In our previous study DLM for Iranian COVID -19 hospitalized patients was used, and find that the mean delay between hospitalization and death was 5 days and the case fatality rate was 12 percent8. In present study, the mean delays and the adjusted fatality rates were heterogeneous among European countries. So, the models were fitted for each country, separately. The results of DLMs in present study show that in the second time interval, the mean delays considerably increased and the adjusted fatality rate decreased among most European countries. This result is desirable because after the first peak the number of COVID -19 tests for infection diagnosis and screening as well as medical resources, and proper management of medical resources increased in these countries. It is obvious that a part of this decline is due to diagnosis in the early phases of COVID -19 infection and an increasing in the delay between diagnoses to hospitalization. As a result, the health system has enough time to the preparation of treatment facilities for the future hospitalizations9,15. These results were supported with previous studies that reports the mean delays and fatality rates are different among countries and improved with superior health system conditions13,14,15,16. Also, the AFRs after vaccination were reduced considerably in most countries and a few countries with low percent of vaccination have increases in AFRs.

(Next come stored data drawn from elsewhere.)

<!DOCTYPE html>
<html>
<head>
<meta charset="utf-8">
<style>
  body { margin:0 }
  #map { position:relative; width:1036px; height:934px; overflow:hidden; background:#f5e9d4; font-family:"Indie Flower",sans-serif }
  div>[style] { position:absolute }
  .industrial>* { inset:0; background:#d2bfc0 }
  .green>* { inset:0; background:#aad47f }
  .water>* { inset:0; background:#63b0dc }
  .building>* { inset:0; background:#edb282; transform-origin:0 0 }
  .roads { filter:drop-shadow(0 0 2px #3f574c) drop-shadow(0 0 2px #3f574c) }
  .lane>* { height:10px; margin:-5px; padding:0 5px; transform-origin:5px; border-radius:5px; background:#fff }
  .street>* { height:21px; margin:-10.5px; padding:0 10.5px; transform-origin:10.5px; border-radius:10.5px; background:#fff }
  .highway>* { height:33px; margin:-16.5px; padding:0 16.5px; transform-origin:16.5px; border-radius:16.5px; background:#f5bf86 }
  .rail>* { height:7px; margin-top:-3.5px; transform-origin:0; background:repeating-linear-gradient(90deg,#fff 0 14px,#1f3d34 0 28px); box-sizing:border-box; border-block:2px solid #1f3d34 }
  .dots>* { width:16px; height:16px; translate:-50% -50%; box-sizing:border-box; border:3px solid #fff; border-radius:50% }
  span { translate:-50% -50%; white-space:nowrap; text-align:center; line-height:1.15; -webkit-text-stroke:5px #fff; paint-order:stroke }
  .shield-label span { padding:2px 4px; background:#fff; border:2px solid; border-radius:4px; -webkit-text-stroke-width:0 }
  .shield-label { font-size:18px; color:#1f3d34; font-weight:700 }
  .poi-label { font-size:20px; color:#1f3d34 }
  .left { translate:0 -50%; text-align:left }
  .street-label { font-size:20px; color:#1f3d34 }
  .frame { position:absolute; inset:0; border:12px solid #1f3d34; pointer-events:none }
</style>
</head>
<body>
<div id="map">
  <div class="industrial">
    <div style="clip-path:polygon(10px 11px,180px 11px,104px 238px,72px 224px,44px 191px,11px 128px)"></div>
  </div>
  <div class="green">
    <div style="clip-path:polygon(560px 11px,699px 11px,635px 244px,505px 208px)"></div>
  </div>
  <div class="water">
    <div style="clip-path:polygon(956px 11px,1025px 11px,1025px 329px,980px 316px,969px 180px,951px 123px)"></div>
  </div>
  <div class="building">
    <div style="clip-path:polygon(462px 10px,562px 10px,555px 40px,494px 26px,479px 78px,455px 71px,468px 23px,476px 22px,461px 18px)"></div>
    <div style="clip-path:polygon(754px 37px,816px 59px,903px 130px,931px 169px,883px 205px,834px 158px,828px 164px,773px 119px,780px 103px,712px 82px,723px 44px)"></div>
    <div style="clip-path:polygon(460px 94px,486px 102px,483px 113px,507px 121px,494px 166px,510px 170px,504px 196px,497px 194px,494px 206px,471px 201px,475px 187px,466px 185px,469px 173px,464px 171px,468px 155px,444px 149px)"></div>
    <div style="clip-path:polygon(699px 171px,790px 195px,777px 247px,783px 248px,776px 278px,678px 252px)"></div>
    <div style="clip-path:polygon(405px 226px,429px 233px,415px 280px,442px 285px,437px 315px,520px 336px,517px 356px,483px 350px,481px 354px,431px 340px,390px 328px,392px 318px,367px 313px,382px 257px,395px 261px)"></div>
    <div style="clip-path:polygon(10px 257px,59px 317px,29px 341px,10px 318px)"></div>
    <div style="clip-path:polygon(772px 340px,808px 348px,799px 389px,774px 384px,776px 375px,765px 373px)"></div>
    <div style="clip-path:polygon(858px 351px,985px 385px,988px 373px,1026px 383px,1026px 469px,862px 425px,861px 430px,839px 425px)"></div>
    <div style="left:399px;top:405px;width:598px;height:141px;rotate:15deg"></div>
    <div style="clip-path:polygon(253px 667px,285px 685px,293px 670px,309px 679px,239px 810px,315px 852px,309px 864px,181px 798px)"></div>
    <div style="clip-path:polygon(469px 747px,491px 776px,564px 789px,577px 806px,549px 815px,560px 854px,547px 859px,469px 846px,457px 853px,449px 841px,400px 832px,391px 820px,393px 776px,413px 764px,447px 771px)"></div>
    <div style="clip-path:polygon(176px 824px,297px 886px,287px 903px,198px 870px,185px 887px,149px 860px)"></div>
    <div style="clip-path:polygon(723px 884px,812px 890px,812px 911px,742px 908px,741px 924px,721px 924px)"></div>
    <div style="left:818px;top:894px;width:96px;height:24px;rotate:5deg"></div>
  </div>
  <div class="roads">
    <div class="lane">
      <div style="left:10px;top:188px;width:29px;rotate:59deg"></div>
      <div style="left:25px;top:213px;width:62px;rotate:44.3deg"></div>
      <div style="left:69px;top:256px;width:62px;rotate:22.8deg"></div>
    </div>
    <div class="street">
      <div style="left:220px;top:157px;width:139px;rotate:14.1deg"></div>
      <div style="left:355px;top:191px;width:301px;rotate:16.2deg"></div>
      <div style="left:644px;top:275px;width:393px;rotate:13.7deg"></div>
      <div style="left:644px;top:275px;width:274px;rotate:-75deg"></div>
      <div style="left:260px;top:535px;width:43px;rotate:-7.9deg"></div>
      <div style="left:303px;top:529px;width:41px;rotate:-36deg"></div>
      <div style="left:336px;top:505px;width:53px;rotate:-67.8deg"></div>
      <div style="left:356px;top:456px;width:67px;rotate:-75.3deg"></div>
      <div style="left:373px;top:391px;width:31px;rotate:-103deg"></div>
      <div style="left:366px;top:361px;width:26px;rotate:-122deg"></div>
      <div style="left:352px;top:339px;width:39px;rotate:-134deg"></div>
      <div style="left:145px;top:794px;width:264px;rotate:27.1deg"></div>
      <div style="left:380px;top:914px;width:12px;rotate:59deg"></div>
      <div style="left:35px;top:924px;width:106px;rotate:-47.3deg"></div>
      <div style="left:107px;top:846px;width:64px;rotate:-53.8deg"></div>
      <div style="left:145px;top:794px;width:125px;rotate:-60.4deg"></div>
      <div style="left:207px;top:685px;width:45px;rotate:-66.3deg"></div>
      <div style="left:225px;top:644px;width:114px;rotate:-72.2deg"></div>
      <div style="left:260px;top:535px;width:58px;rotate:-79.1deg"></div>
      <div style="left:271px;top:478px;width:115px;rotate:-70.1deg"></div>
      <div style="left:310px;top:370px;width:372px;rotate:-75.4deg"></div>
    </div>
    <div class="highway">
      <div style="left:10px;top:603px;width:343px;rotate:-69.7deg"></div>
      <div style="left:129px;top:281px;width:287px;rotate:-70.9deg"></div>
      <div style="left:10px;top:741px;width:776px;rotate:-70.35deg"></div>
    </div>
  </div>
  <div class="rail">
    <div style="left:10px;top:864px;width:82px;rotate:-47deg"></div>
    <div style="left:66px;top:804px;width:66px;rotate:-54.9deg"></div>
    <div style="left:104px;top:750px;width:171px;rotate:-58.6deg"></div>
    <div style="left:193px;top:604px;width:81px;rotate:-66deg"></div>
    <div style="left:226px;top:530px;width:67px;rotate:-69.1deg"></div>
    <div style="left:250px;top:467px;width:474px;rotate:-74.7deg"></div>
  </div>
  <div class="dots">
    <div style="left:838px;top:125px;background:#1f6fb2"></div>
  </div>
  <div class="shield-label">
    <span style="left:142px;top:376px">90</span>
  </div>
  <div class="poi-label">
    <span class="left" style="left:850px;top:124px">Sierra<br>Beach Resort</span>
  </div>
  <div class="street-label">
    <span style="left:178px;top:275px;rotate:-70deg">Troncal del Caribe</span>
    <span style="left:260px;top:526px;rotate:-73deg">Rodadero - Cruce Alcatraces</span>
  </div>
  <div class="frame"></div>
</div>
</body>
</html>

Spatial correlations of the mean delays were not significant at three time intervals. Only at the first peak of outbreak AFRs were significantly correlated with the rates of infection in neighboring countries. This result shows that except for the first peak, the transboundary infection was controlled among European countries.

In another study, Log-Linear DLM was used, and showed that the risk of death increased with the number of hospitalizations in past days and find the tolerance of hospitalization in Iran9. Also, a study reported that the fatality of COVID -19 increased with hospitalizations15. So, the fatality rate of COVID -19 was not constant and it is related to the health system tolerance.

DLMs are flexible and strongly appropriate to use in infectious diseases control decision making due to estimating important indices of different aspects of an outbreak.

Our proposed model is also appropriate for Socio-Epidemiologic studies since most of the epidemic outcomes are due to the previous change in the level of exposure or disease occurrence31, and consecutive outcomes will occur with delay. This delay plays a key role in estimating the gold time for decision-making regarding the allocation of resources and treatment facilities necessary to reduce fatality. Also, the epidemiologic indices such as fatality rates for these outcomes should be adjusted by the distributed lag models.